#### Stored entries
________________________

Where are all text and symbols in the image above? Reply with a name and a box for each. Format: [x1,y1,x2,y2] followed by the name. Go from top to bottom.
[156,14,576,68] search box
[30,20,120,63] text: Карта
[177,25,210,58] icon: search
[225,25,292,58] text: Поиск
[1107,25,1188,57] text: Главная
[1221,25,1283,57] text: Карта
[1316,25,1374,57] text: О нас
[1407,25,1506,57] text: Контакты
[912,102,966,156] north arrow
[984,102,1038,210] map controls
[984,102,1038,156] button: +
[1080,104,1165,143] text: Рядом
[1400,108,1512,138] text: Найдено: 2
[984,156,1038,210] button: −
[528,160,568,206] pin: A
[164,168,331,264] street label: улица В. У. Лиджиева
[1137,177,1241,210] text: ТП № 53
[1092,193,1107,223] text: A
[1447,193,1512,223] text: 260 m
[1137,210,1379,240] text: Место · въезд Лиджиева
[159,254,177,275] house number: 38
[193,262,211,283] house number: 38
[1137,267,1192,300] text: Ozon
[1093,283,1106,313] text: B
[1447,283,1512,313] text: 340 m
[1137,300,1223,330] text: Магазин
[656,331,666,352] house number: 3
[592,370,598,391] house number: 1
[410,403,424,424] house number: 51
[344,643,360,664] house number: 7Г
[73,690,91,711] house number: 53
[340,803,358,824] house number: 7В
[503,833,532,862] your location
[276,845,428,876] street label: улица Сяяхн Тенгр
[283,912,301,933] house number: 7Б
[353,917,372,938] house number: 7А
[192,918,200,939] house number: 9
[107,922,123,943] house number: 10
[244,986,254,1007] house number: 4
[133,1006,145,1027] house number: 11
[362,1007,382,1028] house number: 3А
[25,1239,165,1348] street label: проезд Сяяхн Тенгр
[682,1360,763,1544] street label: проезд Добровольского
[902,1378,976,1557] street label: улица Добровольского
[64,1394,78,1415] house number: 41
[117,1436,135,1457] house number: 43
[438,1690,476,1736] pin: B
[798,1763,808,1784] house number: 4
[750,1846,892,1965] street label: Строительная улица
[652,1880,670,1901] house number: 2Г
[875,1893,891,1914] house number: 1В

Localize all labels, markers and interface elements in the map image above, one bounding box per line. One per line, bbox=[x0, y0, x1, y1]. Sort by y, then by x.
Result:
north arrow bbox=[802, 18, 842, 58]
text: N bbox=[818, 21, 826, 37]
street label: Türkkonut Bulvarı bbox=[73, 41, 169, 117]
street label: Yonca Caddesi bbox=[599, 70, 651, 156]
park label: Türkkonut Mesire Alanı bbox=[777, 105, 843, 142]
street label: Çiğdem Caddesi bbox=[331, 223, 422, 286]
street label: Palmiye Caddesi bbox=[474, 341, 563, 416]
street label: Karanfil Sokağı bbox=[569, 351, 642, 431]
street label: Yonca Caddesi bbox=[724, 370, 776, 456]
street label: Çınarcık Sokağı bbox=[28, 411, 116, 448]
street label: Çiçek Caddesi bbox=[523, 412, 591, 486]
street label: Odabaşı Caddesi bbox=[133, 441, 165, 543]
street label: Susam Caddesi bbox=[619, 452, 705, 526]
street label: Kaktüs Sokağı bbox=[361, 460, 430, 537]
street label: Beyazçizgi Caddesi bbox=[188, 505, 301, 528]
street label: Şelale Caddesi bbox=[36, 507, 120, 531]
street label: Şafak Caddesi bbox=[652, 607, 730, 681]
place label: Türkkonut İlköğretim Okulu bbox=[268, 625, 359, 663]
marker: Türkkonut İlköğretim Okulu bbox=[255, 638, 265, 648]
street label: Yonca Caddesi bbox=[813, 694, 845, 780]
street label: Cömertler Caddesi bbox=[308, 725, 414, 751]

________________________

#### TASK DESCRIPTION
Copy the entries above exactly. Miss none of them.

#### PROBLEM SOLUTION
Where are all text and symbols in the image above? Reply with a name and a box for each. Format: [x1,y1,x2,y2] followed by the name. Go from top to bottom.
[156,14,576,68] search box
[30,20,120,63] text: Карта
[177,25,210,58] icon: search
[225,25,292,58] text: Поиск
[1107,25,1188,57] text: Главная
[1221,25,1283,57] text: Карта
[1316,25,1374,57] text: О нас
[1407,25,1506,57] text: Контакты
[912,102,966,156] north arrow
[984,102,1038,210] map controls
[984,102,1038,156] button: +
[1080,104,1165,143] text: Рядом
[1400,108,1512,138] text: Найдено: 2
[984,156,1038,210] button: −
[528,160,568,206] pin: A
[164,168,331,264] street label: улица В. У. Лиджиева
[1137,177,1241,210] text: ТП № 53
[1092,193,1107,223] text: A
[1447,193,1512,223] text: 260 m
[1137,210,1379,240] text: Место · въезд Лиджиева
[159,254,177,275] house number: 38
[193,262,211,283] house number: 38
[1137,267,1192,300] text: Ozon
[1093,283,1106,313] text: B
[1447,283,1512,313] text: 340 m
[1137,300,1223,330] text: Магазин
[656,331,666,352] house number: 3
[592,370,598,391] house number: 1
[410,403,424,424] house number: 51
[344,643,360,664] house number: 7Г
[73,690,91,711] house number: 53
[340,803,358,824] house number: 7В
[503,833,532,862] your location
[276,845,428,876] street label: улица Сяяхн Тенгр
[283,912,301,933] house number: 7Б
[353,917,372,938] house number: 7А
[192,918,200,939] house number: 9
[107,922,123,943] house number: 10
[244,986,254,1007] house number: 4
[133,1006,145,1027] house number: 11
[362,1007,382,1028] house number: 3А
[25,1239,165,1348] street label: проезд Сяяхн Тенгр
[682,1360,763,1544] street label: проезд Добровольского
[902,1378,976,1557] street label: улица Добровольского
[64,1394,78,1415] house number: 41
[117,1436,135,1457] house number: 43
[438,1690,476,1736] pin: B
[798,1763,808,1784] house number: 4
[750,1846,892,1965] street label: Строительная улица
[652,1880,670,1901] house number: 2Г
[875,1893,891,1914] house number: 1В

Localize all labels, markers and interface elements in the map image above, one bounding box per line. One per line, bbox=[x0, y0, x1, y1]. Sort by y, then by x.
Result:
north arrow bbox=[802, 18, 842, 58]
text: N bbox=[818, 21, 826, 37]
street label: Türkkonut Bulvarı bbox=[73, 41, 169, 117]
street label: Yonca Caddesi bbox=[599, 70, 651, 156]
park label: Türkkonut Mesire Alanı bbox=[777, 105, 843, 142]
street label: Çiğdem Caddesi bbox=[331, 223, 422, 286]
street label: Palmiye Caddesi bbox=[474, 341, 563, 416]
street label: Karanfil Sokağı bbox=[569, 351, 642, 431]
street label: Yonca Caddesi bbox=[724, 370, 776, 456]
street label: Çınarcık Sokağı bbox=[28, 411, 116, 448]
street label: Çiçek Caddesi bbox=[523, 412, 591, 486]
street label: Odabaşı Caddesi bbox=[133, 441, 165, 543]
street label: Susam Caddesi bbox=[619, 452, 705, 526]
street label: Kaktüs Sokağı bbox=[361, 460, 430, 537]
street label: Beyazçizgi Caddesi bbox=[188, 505, 301, 528]
street label: Şelale Caddesi bbox=[36, 507, 120, 531]
street label: Şafak Caddesi bbox=[652, 607, 730, 681]
place label: Türkkonut İlköğretim Okulu bbox=[268, 625, 359, 663]
marker: Türkkonut İlköğretim Okulu bbox=[255, 638, 265, 648]
street label: Yonca Caddesi bbox=[813, 694, 845, 780]
street label: Cömertler Caddesi bbox=[308, 725, 414, 751]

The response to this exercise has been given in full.